The Supreme Court will soon issue decisions on the constitutionality of the Affordable Care Act health care reform law and the harsh Arizona anti-immigration law SB 1070--two laws that have already had far-reaching consequences for Latinas and could continue to shape our lives for years to come. Each case is complex, and potential outcomes are many. But regardless of how the Court rules in each of these cases, there is no doubt this is a profound moment in our civil and human rights history--one that will impact our collective efforts toward a more just and humane society.
Too often, debates around health care and immigration lack a gender perspective. The issues that define the women's rights movement of today are inexorably tied to these two Supreme Court decisions, not because they specifically speak to gender bias, but rather because the outcome of these decisions defines the societal structures that will oppress or empower women. As Latinas are increasingly cut off from health care, educational and economic opportunities, and reproductive rights, we must use a gender lens to reexamine priorities and solutions across movements.

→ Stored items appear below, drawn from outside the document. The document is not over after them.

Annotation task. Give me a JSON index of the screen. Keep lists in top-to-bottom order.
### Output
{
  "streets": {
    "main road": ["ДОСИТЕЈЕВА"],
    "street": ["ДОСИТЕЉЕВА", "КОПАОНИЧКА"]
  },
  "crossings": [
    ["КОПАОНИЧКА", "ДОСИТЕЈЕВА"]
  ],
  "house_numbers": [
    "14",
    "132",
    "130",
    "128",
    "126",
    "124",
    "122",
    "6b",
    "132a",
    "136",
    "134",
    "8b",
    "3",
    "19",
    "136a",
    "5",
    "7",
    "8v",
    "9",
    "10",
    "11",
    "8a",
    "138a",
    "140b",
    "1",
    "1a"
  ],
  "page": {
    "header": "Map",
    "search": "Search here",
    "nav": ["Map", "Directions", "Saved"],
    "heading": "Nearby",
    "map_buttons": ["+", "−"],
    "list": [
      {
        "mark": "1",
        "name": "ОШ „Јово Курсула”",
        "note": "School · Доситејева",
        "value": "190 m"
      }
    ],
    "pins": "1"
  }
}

A chorus of policymakers, advocates, and faith leaders around the globe already champion health as a human right, and some nations have even enshrined this right in their constitutions. But in the United States, health is still treated as a luxury not a right. Today, one in three US Latinos is uninsured--more than any other racial or ethnic group. Latinas face substantial additional obstacles in accessing health care, such as employment, income, immigration status, and language barriers. The result is poor health outcomes, including high rates of cervical cancer, HIV/AIDS, and other serious issues.
Latinas across the country are fighting back. Our Latina Advocacy Network (LAN) in the Texas Rio Grande Valley holds juntas comunitarias (community meetings) on a daily basis to discuss the destructive cuts to women's health services in Texas and to bring attention to the promise of the Affordable Care Act in restoring health and dignity for women in Texas. While the Affordable Care Act doesn't solve all of the problems Latinas face, we know that by putting women's health first we'll take a step toward substantial improvement in health care access for all.

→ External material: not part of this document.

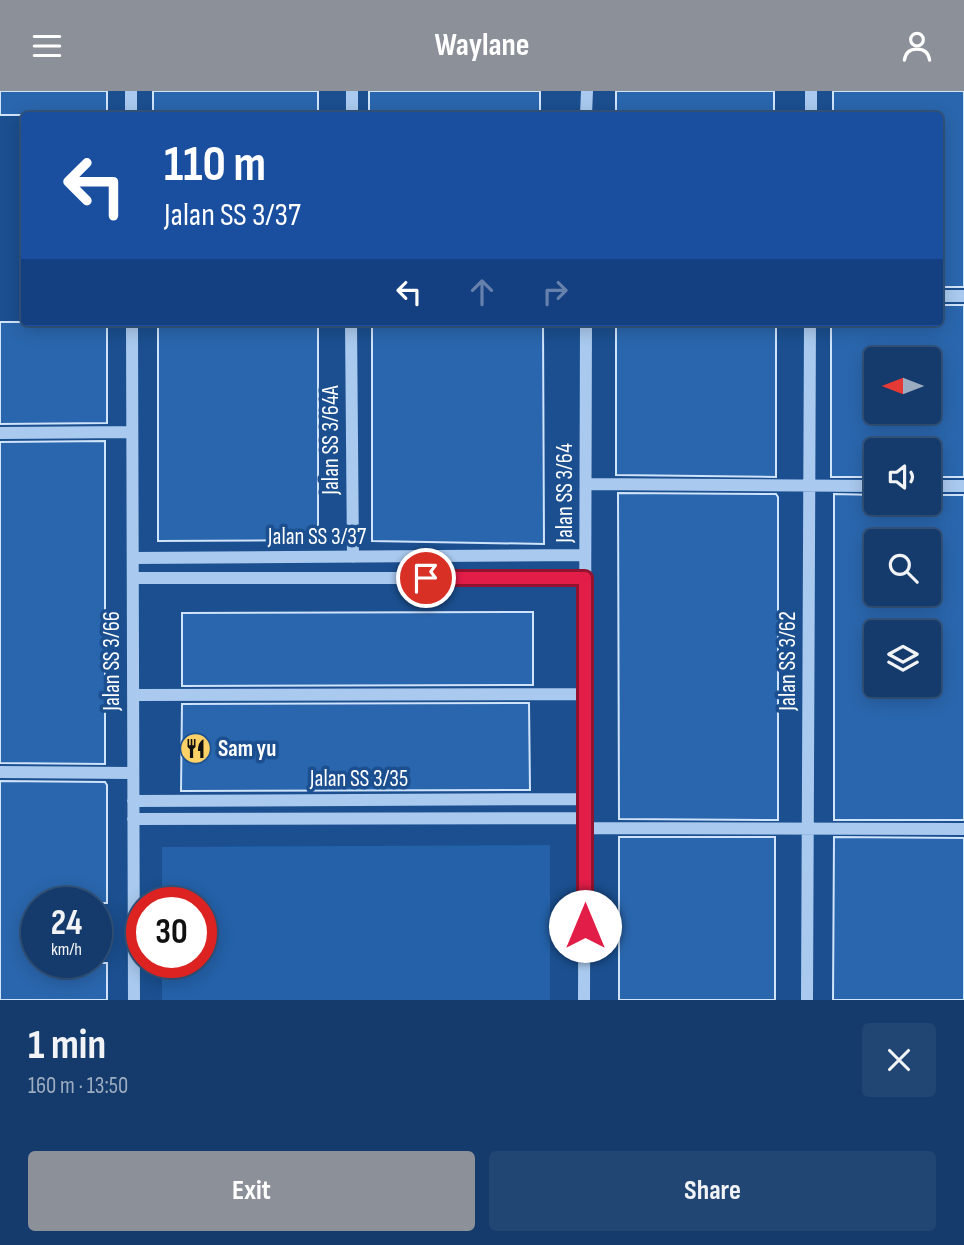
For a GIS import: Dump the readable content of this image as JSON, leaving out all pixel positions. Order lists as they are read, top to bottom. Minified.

These meetings are also an opportunity to empower women to act as their own advocates. Lucy Felix, NLIRH organizer, always starts the conversation at these meetings by asking women one simple question: "Who is the most important person in your life?" After waiting for replies that include their mother, siblings, children, and partners, she proclaims, "It should be you!"
As Lucy holds these meetings in Texas, our Latina sisters in nearby Arizona face their own set of challenges, including one of the harshest immigration laws in the nation. The Supreme Court will soon decide whether that law should stand; at issue are provisions that criminalize the mere presence of undocumented immigrants and authorize racial profiling by law enforcement. This law creates a hostile environment where Latinas are targeted by the criminal justice system rather than protected by it. Adding insult to injury, the passage of SB1070 and copycat laws across the country has also been accompanied by a flood of troubling anti-immigrant rhetoric.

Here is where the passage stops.